Phase III falls into two main parts. Firstly, it will provide the planned expansion of the existing Phase I system, adding an additional 1.68 million m³/day along with 700km of new pipeline and new pumping stations to produce a final total capacity to 3.68 million m³/day. Secondly, it will supply 138,000m³/day to Tobruk and the coast from a new wellfield at Al Jaghboub. This will require the construction of a reservoir south of Tobruk and the laying of a further 500km of pipeline. The preliminary engineering and design contract runs for 41 months and includes geotechnical and topographic surveys. The conceptual designs phase features extensive consideration of pipeline routing and profiling, hydraulics, pumping stations, M&E, control / communications system, reservoirs and other structures, corrosion control, power, operational support and maintenance provision.
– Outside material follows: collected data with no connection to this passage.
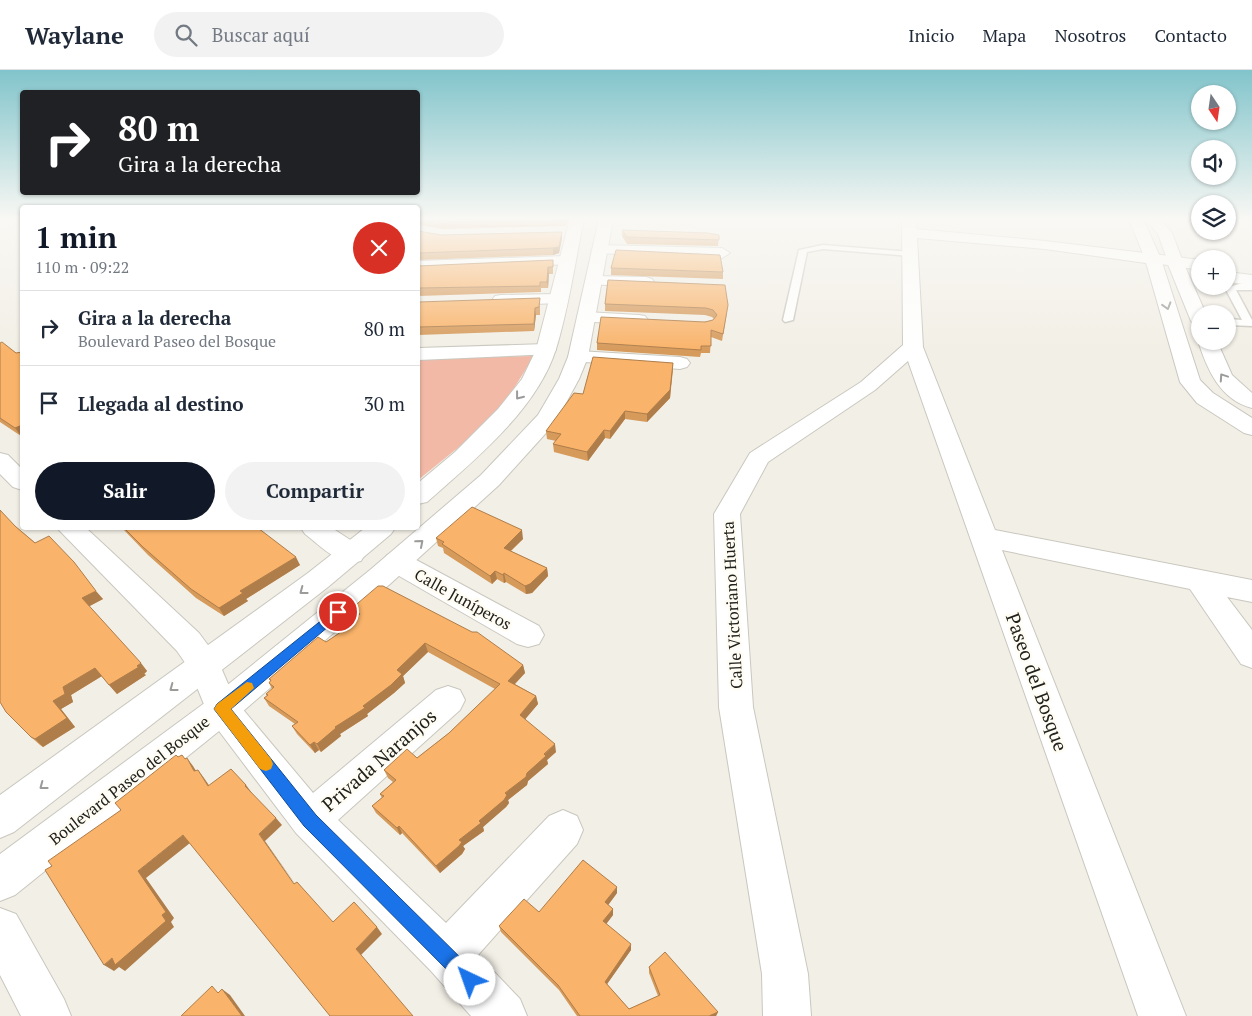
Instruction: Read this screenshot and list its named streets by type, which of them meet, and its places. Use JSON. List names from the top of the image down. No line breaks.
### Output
{"streets":{"main road":["Calle Juníperos","Calle Victoriano Huerta","Paseo del Bosque","Privada Naranjos","Boulevard Paseo del Bosque"]},"crossings":[["Calle Juníperos","Boulevard Paseo del Bosque"],["Calle Victoriano Huerta","Paseo del Bosque"]],"north":"bottom","page":{"header":"Waylane","search":"Buscar aquí","nav":["Inicio","Mapa","Nosotros","Contacto"],"map_buttons":["+","−"],"turn":["80 m","Gira a la derecha"],"heading":["1 min","110 m · 09:22"],"list":[{"name":"Gira a la derecha","note":"Boulevard Paseo del Bosque","value":"80 m"},{"name":"Llegada al destino","value":"30 m"}],"buttons":["Salir","Compartir"]}}
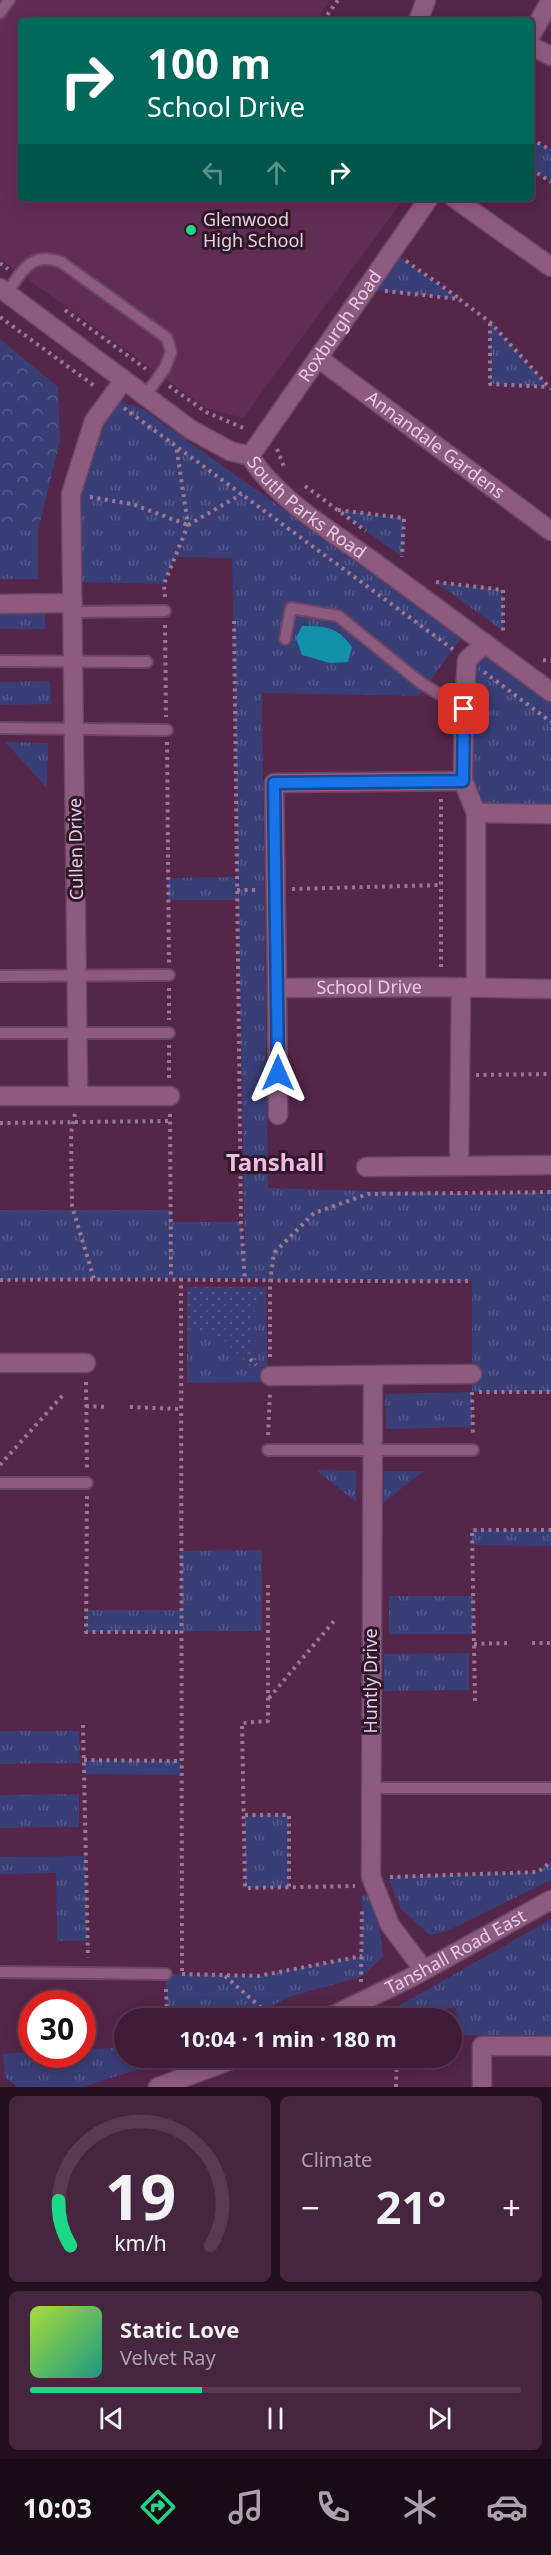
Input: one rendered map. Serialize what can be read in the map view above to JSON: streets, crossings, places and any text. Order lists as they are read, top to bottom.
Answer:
{
  "streets": {
    "street": [
      "Roxburgh Road",
      "Annandale Gardens",
      "South Parks Road",
      "Cullen Drive",
      "School Drive",
      "Huntly Drive",
      "Tanshall Road East"
    ]
  },
  "crossings": [
    ["Roxburgh Road", "Annandale Gardens"],
    ["Roxburgh Road", "South Parks Road"],
    ["South Parks Road", "Cullen Drive"],
    ["Huntly Drive", "Tanshall Road East"]
  ],
  "districts": ["Tanshall"],
  "places": ["Glenwood High School"],
  "page": {
    "turn": ["100 m", "School Drive"],
    "limit": "30",
    "trip": "10:04 · 1 min · 180 m",
    "tile": "Climate",
    "heat": ["−", "21°", "+"],
    "song": ["Static Love", "Velvet Ray"],
    "tabs": "10:03",
    "gauge": ["19", "km/h"]
  }
}
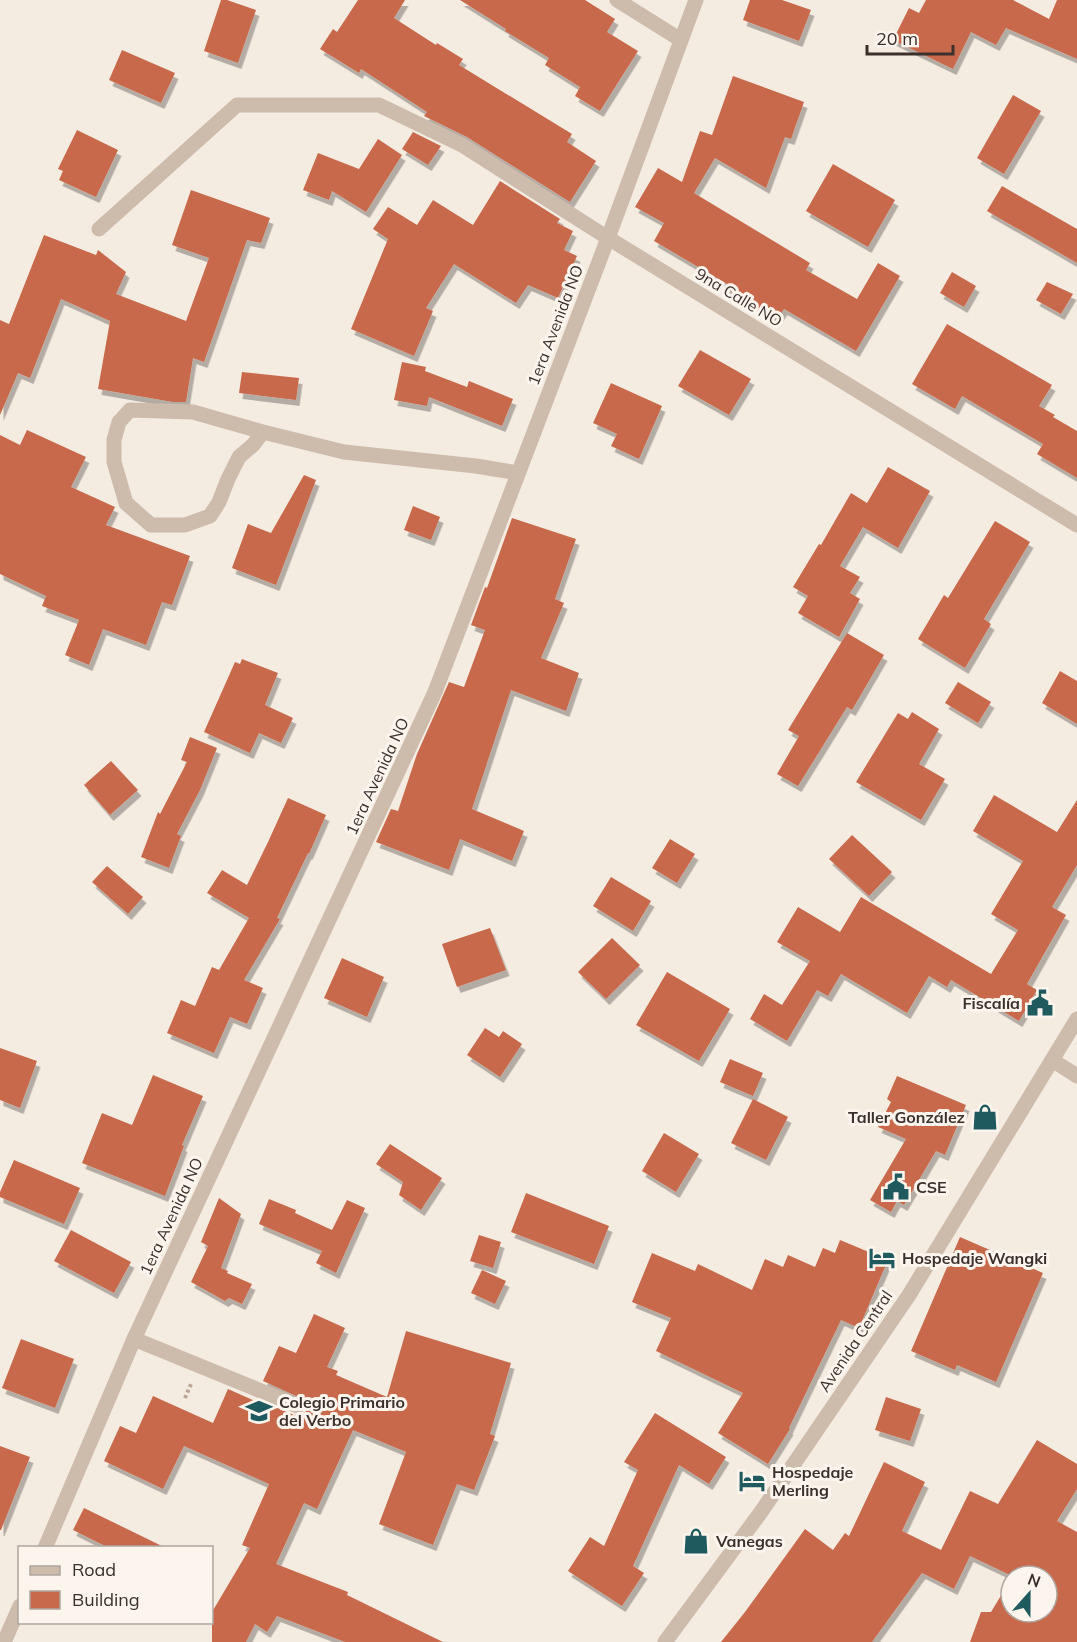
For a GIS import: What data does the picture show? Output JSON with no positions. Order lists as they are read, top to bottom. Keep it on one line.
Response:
{"streets":{"street":["9na Calle NO","1era Avenida NO","Avenida Central"]},"crossings":[["9na Calle NO","1era Avenida NO"]],"places":{"public building":["Fiscalía","CSE"],"shop":["Taller González","Vanegas"],"hotel":["Hospedaje Wangki","Hospedaje Merling"],"school or university":["Colegio Primario del Verbo"]},"legend":["Road","Building"],"scale_bar":"20 m","north":"top"}
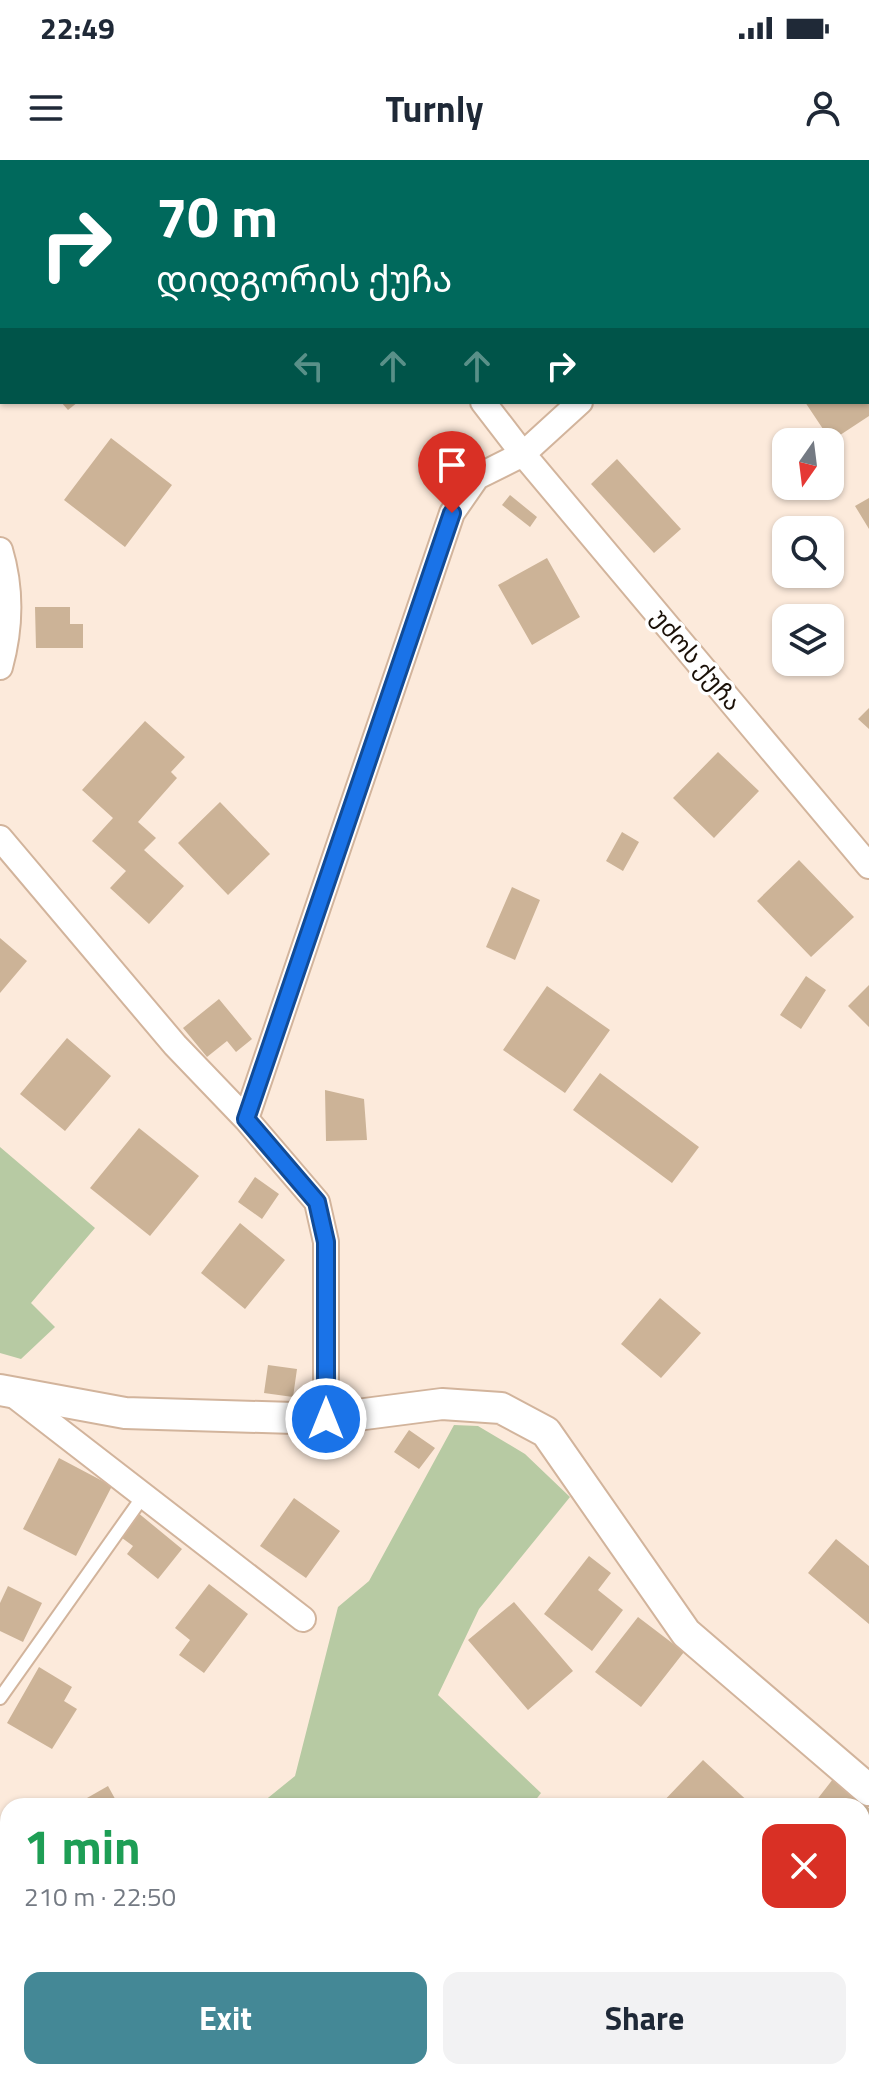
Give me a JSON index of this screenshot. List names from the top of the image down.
{
  "streets": {
    "street": ["უძოს ქუჩა"]
  },
  "north": "bottom",
  "page": {
    "status": "22:49",
    "header": "Turnly",
    "turn": ["70 m", "დიდგორის ქუჩა"],
    "heading": ["1 min", "210 m · 22:50"],
    "buttons": ["Exit", "Share"]
  }
}
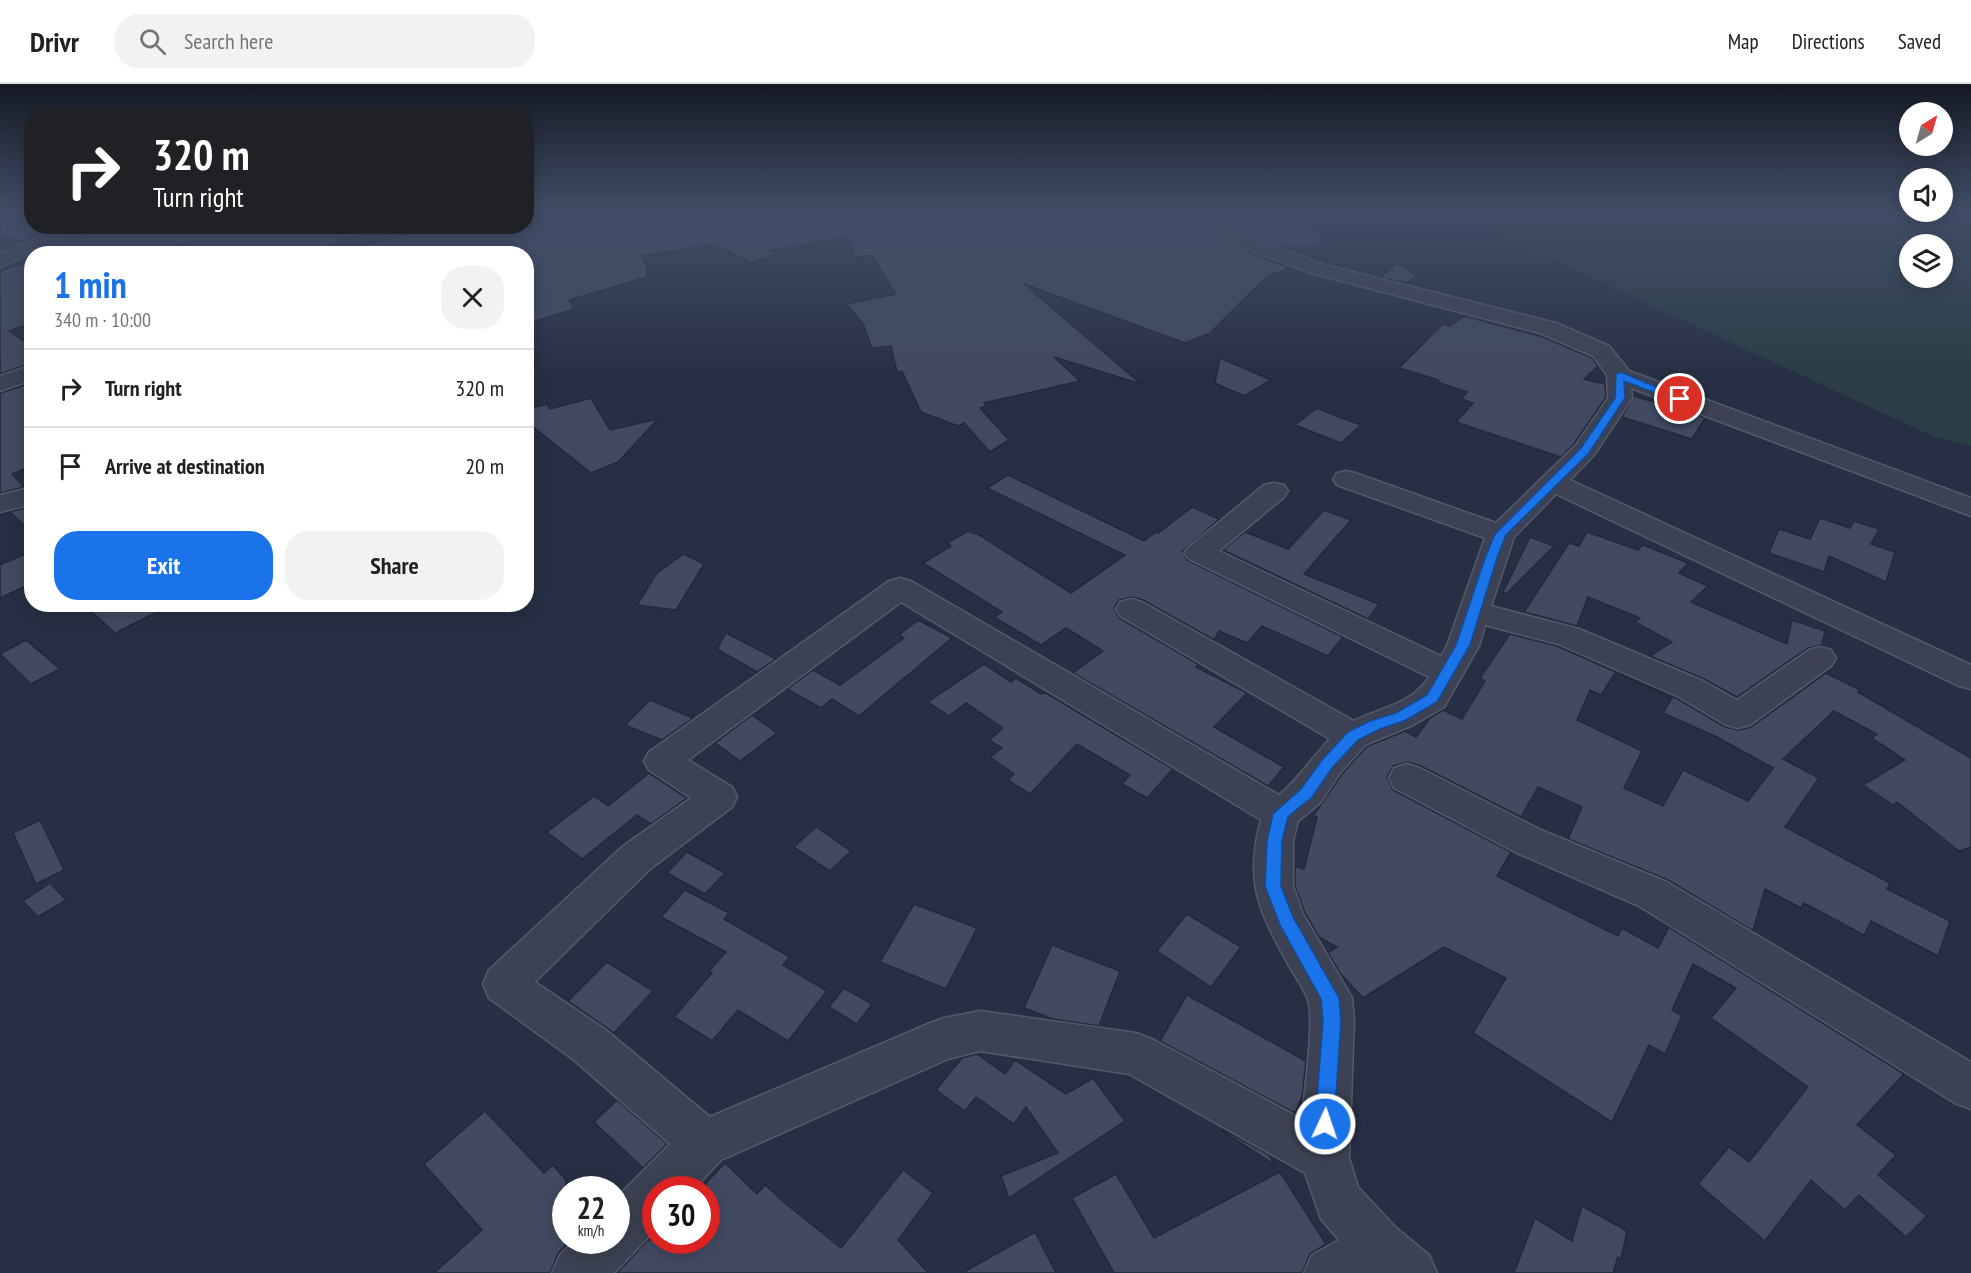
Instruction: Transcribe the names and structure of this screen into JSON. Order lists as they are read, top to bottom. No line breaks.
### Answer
{"north":"top right","page":{"header":"Drivr","search":"Search here","nav":["Map","Directions","Saved"],"turn":["320 m","Turn right"],"heading":["1 min","340 m · 10:00"],"list":[{"name":"Turn right","value":"320 m"},{"name":"Arrive at destination","value":"20 m"}],"buttons":["Exit","Share"],"speed":"22 km/h","limit":"30"}}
The evaluation of tenders for the detailed design is expected in the first quarter of 2005. The last two phases of the project involve the extension of the distribution network together with the construction of a pipeline linking the Ajdabiya reservoir to Tobruk and finally the connection at Sirt of the eastern and western systems into a single network. When completed, irrigation water from the GMR will enable about 155,000ha of land to be cultivated – echoing the Libyan leader’s original prediction that the project would make the desert as green as the country’s flag.
The project is owned by the Great Man-made River Authority and funded by the Libyan Government. Brown & Root and Price Brothers produced the original project design and the main contractor for the initial phases was Dong Ah, with Enka Construction and Al Nah acting as sub-contractors. The preliminary engineering and design contractor for Phase III is Nippon Koei / Halcrow consortium. The Frankenthal KSB consortium won the pumping station construction and technical support contract and SNC-Lavalin are responsible for the pipe production plant O&M. Libyan Cement supplied the concrete. Thane-Coat and Harkmel provided pipeline coating services and Corrintec supplied the cathodic protection system. Thyssen Krupp Fördertechnik provided technical services for the excavation planning and a number of local companies carried out elements of the construction and ancillary work.